As anedotas de Lourenço

O cabeça-de-lista do MPLA às próximas eleições gerais em Angola, previstas para Agosto, general João Lourenço, prometeu hoje um “cerco apertado” à corrupção, que está a “corroer a sociedade”, e o fim da “impunidade” no país. Muitos dos presentes não perceberam a anedota e ficaram calados. No entanto, a grande maioria riu-se às gargalhadas.

Por Norberto Hossi (*)

O vice-presidente do MPLA e ministro da Defesa Nacional discursava no Lubango, capital da província da Huíla, no primeiro acto oficial de massas da pré-campanha às eleições gerais previstas para Agosto, às quais já não concorre José Eduardo dos Santos, no poder desde 1979 sem nunca ter sido nominalmente eleito.
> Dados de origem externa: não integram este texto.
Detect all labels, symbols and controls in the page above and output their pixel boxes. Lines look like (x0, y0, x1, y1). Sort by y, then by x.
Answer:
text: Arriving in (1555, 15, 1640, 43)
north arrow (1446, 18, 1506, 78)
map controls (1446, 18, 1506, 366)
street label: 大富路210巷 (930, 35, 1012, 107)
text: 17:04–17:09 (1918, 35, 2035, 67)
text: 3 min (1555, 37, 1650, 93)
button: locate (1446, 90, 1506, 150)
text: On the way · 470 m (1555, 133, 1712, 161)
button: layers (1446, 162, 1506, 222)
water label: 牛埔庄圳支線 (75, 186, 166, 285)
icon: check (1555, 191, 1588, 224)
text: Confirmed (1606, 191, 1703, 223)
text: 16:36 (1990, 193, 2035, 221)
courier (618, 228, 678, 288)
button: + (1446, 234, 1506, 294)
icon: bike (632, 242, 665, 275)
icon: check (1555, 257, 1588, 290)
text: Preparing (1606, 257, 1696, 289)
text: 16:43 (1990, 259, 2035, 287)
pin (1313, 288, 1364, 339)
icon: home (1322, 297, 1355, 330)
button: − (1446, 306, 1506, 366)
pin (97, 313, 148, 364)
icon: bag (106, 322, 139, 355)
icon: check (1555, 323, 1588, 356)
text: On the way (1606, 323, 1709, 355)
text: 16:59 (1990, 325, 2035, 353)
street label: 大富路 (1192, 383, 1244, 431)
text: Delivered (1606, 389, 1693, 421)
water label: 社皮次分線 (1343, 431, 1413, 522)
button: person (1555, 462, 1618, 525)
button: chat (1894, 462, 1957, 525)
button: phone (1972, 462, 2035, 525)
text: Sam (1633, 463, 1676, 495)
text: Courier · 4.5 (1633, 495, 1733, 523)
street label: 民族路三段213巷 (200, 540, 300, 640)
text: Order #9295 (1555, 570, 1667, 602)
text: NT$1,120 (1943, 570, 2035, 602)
Perante mais de 100.000 apoiantes, segundo números da organização, João Lourenço foi fortemente aplaudido ao destacar aquilo que o regime sempre negou ou minimizou: que a corrupção em Angola é um “mal que corrói a sociedade”, prometendo combatê-la.

Embora saiba que Angola é um dos países mais corruptos do mundo, suavizou a questão dizendo que a corrupção é um fenómeno que afecta todos os países. João Lourenço advertiu que o problema é a “forma” como Angola encara o problema: “Não podemos é aceitar a impunidade perante a corrupção”. Como anedota passa a ser séria candidata a figurar no top da enciclopédia mundial que reúne as melhores piadas do mundo onde, aliás, figuram muitas outras protagonizadas por excelsos correligionários de João Lourenço, com destaque para sua majestade o rei José Eduardo dos Santos.

Segundo a Constituição do MPLA (dita angolana nos aspectos que mais interessam ao regime), o Presidente da República é o cabeça-de-lista do partido mais votado nas eleições gerais no círculo nacional, lista que será liderada em 2017 por João Lourenço.

Falando a partir de um palco com duas fotografias de grande dimensão de José Eduardo dos Santos – chefe de Estado, Titular do Poder Executivo e presidente do MPLA (cargo em que se manterá até 2021, pelo menos) – e do cabeça-de-lista do partido, João Lourenço prometeu um “cerco apertado” ao “grande mal” da corrupção e apoio aos empresários que trabalham de forma honesta.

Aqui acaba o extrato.